JAKARTA - Italy on Thursday urged the entire European Union (EU) to follow in its footsteps, testing travelers from China for COVID-19, but others said they saw no need to do so at this time or were waiting for a joint stance across largely borderless blocks.
EU health officials have yet to agree on a single action when they hold talks on Thursday morning, saying they will resume talks later.
This is not the first time EU countries have been divided due to COVID policies. At the start of the pandemic there were many debates about what to do, and heated competition to buy safety equipment, before member states united and succeeded in placing - and sharing - vaccine orders together.

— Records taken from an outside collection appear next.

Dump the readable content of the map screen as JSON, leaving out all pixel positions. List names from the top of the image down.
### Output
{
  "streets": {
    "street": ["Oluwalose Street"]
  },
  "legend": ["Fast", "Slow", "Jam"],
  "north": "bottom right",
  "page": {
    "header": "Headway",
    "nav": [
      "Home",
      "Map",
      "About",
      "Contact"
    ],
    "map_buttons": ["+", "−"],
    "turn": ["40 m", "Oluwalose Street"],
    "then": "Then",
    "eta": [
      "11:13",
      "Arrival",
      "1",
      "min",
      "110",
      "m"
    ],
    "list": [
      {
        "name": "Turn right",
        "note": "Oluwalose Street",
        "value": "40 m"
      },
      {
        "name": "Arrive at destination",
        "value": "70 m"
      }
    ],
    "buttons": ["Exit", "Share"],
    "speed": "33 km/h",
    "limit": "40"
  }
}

Italy "hopes" that the EU will impose mandatory COVID tests for all passengers flying from China as did Roma, Prime Minister Giorgia Meloni told a news conference.
The scale of the outbreak in China and doubts over official data have prompted countries including the United States and Japan to impose new travel rules on Chinese visitors as Beijing lifts its restrictions.
So far, only Italy, a member of the European Union, has asked for COVID-19 antigen swabs for all travelers arriving from China. It is at risk of ineffective if someone else in the block, where people travel freely from one country to another, would not do the same, Meloni said.
The main airport in the Italian city of Milan began testing passengers arriving from Beijing and Shanghai on December 26, finding that nearly half of them were infected.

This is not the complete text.